# Multimedia Festplatte & WLAN USB Adapter



## Jango Qel Droma (24. Januar 2009)

Hallo,

ich habe eine Multimedia Festplatte von Olidata an meinem Fernsehr angeschlossen. Jetzt wollte ich auch auf meinem PC zugreifen, doch für einen direkten USB-Anschluss oder LAN-Anschluss ist der Weg zu weit. Die Festplatte selber unterstütz laut Handbuch auch den Anschluss von WLAN USB Adaptern.
Jetzt wollte ich wissen, ob ich hierfür einen Speziellen USB-Adapter brauch oder ein ganz normaler ausreicht, doch bei denen muss man ja auch die Treiber noch Installieren.
Könnte mir dann auch noch jemand sagen welche WLAN USB-Adapter am bester dafür geeignet sind?
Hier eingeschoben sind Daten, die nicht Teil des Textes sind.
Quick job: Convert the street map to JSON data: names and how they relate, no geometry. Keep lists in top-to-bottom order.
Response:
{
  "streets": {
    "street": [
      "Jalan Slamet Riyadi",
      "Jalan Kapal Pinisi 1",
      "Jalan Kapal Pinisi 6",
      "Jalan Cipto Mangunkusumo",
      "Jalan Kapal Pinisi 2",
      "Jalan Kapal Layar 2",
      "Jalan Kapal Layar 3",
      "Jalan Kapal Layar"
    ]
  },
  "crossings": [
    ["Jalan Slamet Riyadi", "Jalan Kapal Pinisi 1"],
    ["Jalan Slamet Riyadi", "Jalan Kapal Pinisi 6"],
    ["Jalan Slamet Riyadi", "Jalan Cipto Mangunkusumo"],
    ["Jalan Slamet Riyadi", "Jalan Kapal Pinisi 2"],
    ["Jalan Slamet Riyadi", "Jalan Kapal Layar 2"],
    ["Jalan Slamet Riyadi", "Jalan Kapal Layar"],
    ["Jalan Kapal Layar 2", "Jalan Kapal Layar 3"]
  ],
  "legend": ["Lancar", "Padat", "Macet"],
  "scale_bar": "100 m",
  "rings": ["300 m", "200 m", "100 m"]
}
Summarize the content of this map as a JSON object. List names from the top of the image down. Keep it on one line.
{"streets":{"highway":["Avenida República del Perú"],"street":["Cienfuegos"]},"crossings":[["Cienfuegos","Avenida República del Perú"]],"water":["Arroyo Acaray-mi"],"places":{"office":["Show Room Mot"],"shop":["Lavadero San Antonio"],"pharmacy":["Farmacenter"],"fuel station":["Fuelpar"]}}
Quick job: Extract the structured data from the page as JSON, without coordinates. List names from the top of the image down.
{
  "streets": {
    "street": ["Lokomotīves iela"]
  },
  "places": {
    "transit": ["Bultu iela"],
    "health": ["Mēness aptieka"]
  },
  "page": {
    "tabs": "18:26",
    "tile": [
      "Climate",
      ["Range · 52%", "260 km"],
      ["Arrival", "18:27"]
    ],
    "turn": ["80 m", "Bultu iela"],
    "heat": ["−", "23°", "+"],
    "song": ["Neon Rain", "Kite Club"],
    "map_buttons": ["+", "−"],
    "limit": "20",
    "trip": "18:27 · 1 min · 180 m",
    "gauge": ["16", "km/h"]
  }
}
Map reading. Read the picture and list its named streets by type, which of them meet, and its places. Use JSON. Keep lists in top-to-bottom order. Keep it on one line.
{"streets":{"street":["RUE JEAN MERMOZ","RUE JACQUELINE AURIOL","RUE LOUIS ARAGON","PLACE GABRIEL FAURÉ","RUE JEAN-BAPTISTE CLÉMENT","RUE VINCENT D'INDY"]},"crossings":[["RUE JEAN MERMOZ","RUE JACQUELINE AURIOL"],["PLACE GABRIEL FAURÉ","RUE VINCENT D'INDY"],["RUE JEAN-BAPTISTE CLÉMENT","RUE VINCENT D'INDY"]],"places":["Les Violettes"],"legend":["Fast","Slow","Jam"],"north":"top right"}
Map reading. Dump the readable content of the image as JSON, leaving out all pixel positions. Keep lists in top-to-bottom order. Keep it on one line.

Danke schon jetzt für die Hilfe.

MFG Jango


----------



## petrili (25. Januar 2009)

Hi,
gibt das Handbuch dazu garnix her? Wenn niemand eine konkrete Antwort weiss würde ich an deiner Stelle morgen einmal schnell die Herstellerfirma anrufen denn ich bin mir sicher dass du da eine Auskunft bekommen wirst. Ich kann dir leider nix anderes sagen.

Gruss Peter


----------



## Jango Qel Droma (26. Januar 2009)

Hallo!

Nein das Handbuch gibt da überhaupt nichts her, zwar ist dort ein langer Abschnitt über LAN-Verbindung aber WLAN steht da nur das man einen WLAN-USB-Adapter anschließen kann und das einrichten erfolgt nach Beschreibung anderer.

MFG Jango


----------